— EXERCISE INSTRUCTIONS —
What is needed here is an exact reprint of every record below.

— DATA TO EXAMINE —
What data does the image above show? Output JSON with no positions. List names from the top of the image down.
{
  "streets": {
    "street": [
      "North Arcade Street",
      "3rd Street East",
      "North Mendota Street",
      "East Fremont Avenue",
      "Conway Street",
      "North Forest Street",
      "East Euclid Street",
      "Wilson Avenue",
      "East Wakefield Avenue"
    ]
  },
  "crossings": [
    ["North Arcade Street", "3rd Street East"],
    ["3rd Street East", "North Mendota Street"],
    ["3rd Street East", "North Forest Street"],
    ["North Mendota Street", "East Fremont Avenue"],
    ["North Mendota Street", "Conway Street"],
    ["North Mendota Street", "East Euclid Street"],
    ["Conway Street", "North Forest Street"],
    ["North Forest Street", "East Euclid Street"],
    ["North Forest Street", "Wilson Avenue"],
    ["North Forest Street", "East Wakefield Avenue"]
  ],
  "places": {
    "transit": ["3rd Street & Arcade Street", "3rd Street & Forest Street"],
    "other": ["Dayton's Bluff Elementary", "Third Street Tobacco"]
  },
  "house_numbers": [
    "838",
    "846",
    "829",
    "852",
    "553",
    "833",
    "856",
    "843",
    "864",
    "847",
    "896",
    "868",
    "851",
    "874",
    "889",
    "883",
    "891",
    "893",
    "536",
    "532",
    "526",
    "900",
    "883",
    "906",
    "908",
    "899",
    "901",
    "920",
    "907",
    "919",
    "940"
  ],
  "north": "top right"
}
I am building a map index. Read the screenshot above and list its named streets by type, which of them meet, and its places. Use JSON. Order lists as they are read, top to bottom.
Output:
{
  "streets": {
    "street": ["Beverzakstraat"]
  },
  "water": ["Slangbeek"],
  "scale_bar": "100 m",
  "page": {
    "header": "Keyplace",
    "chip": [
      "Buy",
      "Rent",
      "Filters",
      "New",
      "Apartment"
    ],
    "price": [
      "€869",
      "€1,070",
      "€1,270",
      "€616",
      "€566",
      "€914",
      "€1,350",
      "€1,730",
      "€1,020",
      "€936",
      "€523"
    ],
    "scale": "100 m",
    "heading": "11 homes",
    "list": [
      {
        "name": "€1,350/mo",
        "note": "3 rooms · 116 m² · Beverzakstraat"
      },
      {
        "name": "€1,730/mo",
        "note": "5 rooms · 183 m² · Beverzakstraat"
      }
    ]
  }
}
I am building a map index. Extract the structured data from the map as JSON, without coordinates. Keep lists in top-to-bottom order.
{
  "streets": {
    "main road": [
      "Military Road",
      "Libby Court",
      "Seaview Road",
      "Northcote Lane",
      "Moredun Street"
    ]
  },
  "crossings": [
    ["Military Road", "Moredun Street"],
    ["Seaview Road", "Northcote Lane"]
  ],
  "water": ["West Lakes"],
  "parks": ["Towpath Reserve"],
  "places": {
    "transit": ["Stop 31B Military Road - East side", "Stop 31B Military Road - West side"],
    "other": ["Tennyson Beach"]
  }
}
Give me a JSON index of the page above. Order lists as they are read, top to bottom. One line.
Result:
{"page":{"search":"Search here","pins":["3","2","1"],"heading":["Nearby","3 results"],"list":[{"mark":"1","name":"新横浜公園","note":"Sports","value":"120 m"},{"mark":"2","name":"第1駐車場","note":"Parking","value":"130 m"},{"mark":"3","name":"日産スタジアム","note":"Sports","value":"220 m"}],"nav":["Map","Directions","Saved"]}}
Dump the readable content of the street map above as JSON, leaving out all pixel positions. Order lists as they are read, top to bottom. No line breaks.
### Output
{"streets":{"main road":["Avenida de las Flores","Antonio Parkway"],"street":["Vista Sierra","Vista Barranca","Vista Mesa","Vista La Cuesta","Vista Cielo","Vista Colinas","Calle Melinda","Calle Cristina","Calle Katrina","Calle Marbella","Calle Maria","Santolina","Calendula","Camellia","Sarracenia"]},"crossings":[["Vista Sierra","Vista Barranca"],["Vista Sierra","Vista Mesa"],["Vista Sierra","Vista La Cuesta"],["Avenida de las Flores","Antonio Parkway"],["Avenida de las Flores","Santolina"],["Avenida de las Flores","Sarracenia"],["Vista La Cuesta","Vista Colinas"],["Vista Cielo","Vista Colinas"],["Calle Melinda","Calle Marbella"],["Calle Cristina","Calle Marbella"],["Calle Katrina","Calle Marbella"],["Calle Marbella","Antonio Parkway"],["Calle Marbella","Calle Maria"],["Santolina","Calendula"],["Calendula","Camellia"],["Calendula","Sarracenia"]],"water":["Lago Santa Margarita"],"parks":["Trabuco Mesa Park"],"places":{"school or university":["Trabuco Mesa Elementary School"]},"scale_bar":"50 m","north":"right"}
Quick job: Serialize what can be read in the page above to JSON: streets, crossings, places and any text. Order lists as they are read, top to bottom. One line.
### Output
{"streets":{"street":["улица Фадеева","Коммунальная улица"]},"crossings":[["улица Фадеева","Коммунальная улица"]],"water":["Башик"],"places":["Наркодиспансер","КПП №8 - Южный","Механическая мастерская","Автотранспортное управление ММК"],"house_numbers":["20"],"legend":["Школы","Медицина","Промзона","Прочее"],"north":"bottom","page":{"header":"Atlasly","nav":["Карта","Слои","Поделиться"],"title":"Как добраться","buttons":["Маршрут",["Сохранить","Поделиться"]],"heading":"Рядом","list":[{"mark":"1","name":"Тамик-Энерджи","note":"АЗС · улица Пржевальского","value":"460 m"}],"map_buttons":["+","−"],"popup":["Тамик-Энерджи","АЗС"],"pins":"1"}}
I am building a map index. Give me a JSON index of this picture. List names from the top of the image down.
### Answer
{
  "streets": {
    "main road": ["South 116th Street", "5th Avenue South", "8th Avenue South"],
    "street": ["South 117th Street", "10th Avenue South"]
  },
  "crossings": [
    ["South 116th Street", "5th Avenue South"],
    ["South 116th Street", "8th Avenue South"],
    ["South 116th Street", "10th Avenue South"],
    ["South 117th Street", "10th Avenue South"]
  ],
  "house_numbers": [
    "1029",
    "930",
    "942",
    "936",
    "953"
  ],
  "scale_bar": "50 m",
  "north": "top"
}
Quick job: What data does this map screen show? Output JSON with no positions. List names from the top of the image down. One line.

— ANSWER SECTION —
What data does the image above show? Output JSON with no positions. List names from the top of the image down.
{
  "streets": {
    "street": [
      "North Arcade Street",
      "3rd Street East",
      "North Mendota Street",
      "East Fremont Avenue",
      "Conway Street",
      "North Forest Street",
      "East Euclid Street",
      "Wilson Avenue",
      "East Wakefield Avenue"
    ]
  },
  "crossings": [
    ["North Arcade Street", "3rd Street East"],
    ["3rd Street East", "North Mendota Street"],
    ["3rd Street East", "North Forest Street"],
    ["North Mendota Street", "East Fremont Avenue"],
    ["North Mendota Street", "Conway Street"],
    ["North Mendota Street", "East Euclid Street"],
    ["Conway Street", "North Forest Street"],
    ["North Forest Street", "East Euclid Street"],
    ["North Forest Street", "Wilson Avenue"],
    ["North Forest Street", "East Wakefield Avenue"]
  ],
  "places": {
    "transit": ["3rd Street & Arcade Street", "3rd Street & Forest Street"],
    "other": ["Dayton's Bluff Elementary", "Third Street Tobacco"]
  },
  "house_numbers": [
    "838",
    "846",
    "829",
    "852",
    "553",
    "833",
    "856",
    "843",
    "864",
    "847",
    "896",
    "868",
    "851",
    "874",
    "889",
    "883",
    "891",
    "893",
    "536",
    "532",
    "526",
    "900",
    "883",
    "906",
    "908",
    "899",
    "901",
    "920",
    "907",
    "919",
    "940"
  ],
  "north": "top right"
}
I am building a map index. Read the screenshot above and list its named streets by type, which of them meet, and its places. Use JSON. Order lists as they are read, top to bottom.
Output:
{
  "streets": {
    "street": ["Beverzakstraat"]
  },
  "water": ["Slangbeek"],
  "scale_bar": "100 m",
  "page": {
    "header": "Keyplace",
    "chip": [
      "Buy",
      "Rent",
      "Filters",
      "New",
      "Apartment"
    ],
    "price": [
      "€869",
      "€1,070",
      "€1,270",
      "€616",
      "€566",
      "€914",
      "€1,350",
      "€1,730",
      "€1,020",
      "€936",
      "€523"
    ],
    "scale": "100 m",
    "heading": "11 homes",
    "list": [
      {
        "name": "€1,350/mo",
        "note": "3 rooms · 116 m² · Beverzakstraat"
      },
      {
        "name": "€1,730/mo",
        "note": "5 rooms · 183 m² · Beverzakstraat"
      }
    ]
  }
}
I am building a map index. Extract the structured data from the map as JSON, without coordinates. Keep lists in top-to-bottom order.
{
  "streets": {
    "main road": [
      "Military Road",
      "Libby Court",
      "Seaview Road",
      "Northcote Lane",
      "Moredun Street"
    ]
  },
  "crossings": [
    ["Military Road", "Moredun Street"],
    ["Seaview Road", "Northcote Lane"]
  ],
  "water": ["West Lakes"],
  "parks": ["Towpath Reserve"],
  "places": {
    "transit": ["Stop 31B Military Road - East side", "Stop 31B Military Road - West side"],
    "other": ["Tennyson Beach"]
  }
}
Give me a JSON index of the page above. Order lists as they are read, top to bottom. One line.
Result:
{"page":{"search":"Search here","pins":["3","2","1"],"heading":["Nearby","3 results"],"list":[{"mark":"1","name":"新横浜公園","note":"Sports","value":"120 m"},{"mark":"2","name":"第1駐車場","note":"Parking","value":"130 m"},{"mark":"3","name":"日産スタジアム","note":"Sports","value":"220 m"}],"nav":["Map","Directions","Saved"]}}
Dump the readable content of the street map above as JSON, leaving out all pixel positions. Order lists as they are read, top to bottom. No line breaks.
### Output
{"streets":{"main road":["Avenida de las Flores","Antonio Parkway"],"street":["Vista Sierra","Vista Barranca","Vista Mesa","Vista La Cuesta","Vista Cielo","Vista Colinas","Calle Melinda","Calle Cristina","Calle Katrina","Calle Marbella","Calle Maria","Santolina","Calendula","Camellia","Sarracenia"]},"crossings":[["Vista Sierra","Vista Barranca"],["Vista Sierra","Vista Mesa"],["Vista Sierra","Vista La Cuesta"],["Avenida de las Flores","Antonio Parkway"],["Avenida de las Flores","Santolina"],["Avenida de las Flores","Sarracenia"],["Vista La Cuesta","Vista Colinas"],["Vista Cielo","Vista Colinas"],["Calle Melinda","Calle Marbella"],["Calle Cristina","Calle Marbella"],["Calle Katrina","Calle Marbella"],["Calle Marbella","Antonio Parkway"],["Calle Marbella","Calle Maria"],["Santolina","Calendula"],["Calendula","Camellia"],["Calendula","Sarracenia"]],"water":["Lago Santa Margarita"],"parks":["Trabuco Mesa Park"],"places":{"school or university":["Trabuco Mesa Elementary School"]},"scale_bar":"50 m","north":"right"}
Quick job: Serialize what can be read in the page above to JSON: streets, crossings, places and any text. Order lists as they are read, top to bottom. One line.
### Output
{"streets":{"street":["улица Фадеева","Коммунальная улица"]},"crossings":[["улица Фадеева","Коммунальная улица"]],"water":["Башик"],"places":["Наркодиспансер","КПП №8 - Южный","Механическая мастерская","Автотранспортное управление ММК"],"house_numbers":["20"],"legend":["Школы","Медицина","Промзона","Прочее"],"north":"bottom","page":{"header":"Atlasly","nav":["Карта","Слои","Поделиться"],"title":"Как добраться","buttons":["Маршрут",["Сохранить","Поделиться"]],"heading":"Рядом","list":[{"mark":"1","name":"Тамик-Энерджи","note":"АЗС · улица Пржевальского","value":"460 m"}],"map_buttons":["+","−"],"popup":["Тамик-Энерджи","АЗС"],"pins":"1"}}
I am building a map index. Give me a JSON index of this picture. List names from the top of the image down.
### Answer
{
  "streets": {
    "main road": ["South 116th Street", "5th Avenue South", "8th Avenue South"],
    "street": ["South 117th Street", "10th Avenue South"]
  },
  "crossings": [
    ["South 116th Street", "5th Avenue South"],
    ["South 116th Street", "8th Avenue South"],
    ["South 116th Street", "10th Avenue South"],
    ["South 117th Street", "10th Avenue South"]
  ],
  "house_numbers": [
    "1029",
    "930",
    "942",
    "936",
    "953"
  ],
  "scale_bar": "50 m",
  "north": "top"
}
Quick job: What data does this map screen show? Output JSON with no positions. List names from the top of the image down. One line.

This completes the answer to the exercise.